- PROBLEM STATEMENT
Collect all lines below with the string "boxes".
Segment Start: PROVIDED DATA
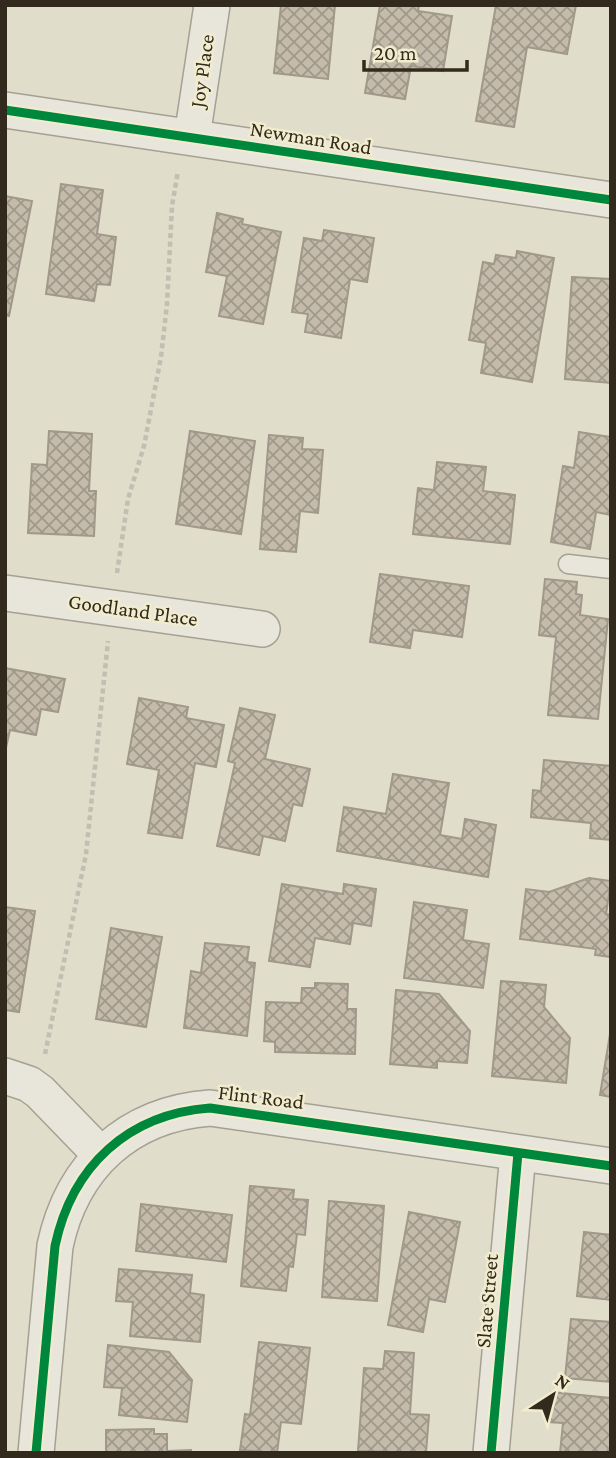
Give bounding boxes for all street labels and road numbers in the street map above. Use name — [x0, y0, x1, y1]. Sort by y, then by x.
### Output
Segment End: PROVIDED DATA
Segment Start: PROVIDED DATA
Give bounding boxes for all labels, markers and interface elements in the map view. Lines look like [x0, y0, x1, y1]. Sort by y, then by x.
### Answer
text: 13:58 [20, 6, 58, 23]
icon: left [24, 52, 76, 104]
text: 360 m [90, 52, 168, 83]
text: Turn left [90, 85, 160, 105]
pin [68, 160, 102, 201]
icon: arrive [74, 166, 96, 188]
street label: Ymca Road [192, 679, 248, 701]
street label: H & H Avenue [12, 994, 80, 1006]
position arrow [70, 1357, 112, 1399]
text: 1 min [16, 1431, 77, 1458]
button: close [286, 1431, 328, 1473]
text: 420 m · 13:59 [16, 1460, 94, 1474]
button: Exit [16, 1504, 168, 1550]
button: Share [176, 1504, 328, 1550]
Segment End: PROVIDED DATA
- YOUR SOLUTION
Give bounding boxes for all street labels and road numbers in the street map above. Use name — [x0, y0, x1, y1]. Sort by y, then by x.
Give bounding boxes for all labels, markers and interface elements in the map view. Lines look like [x0, y0, x1, y1]. Sort by y, then by x.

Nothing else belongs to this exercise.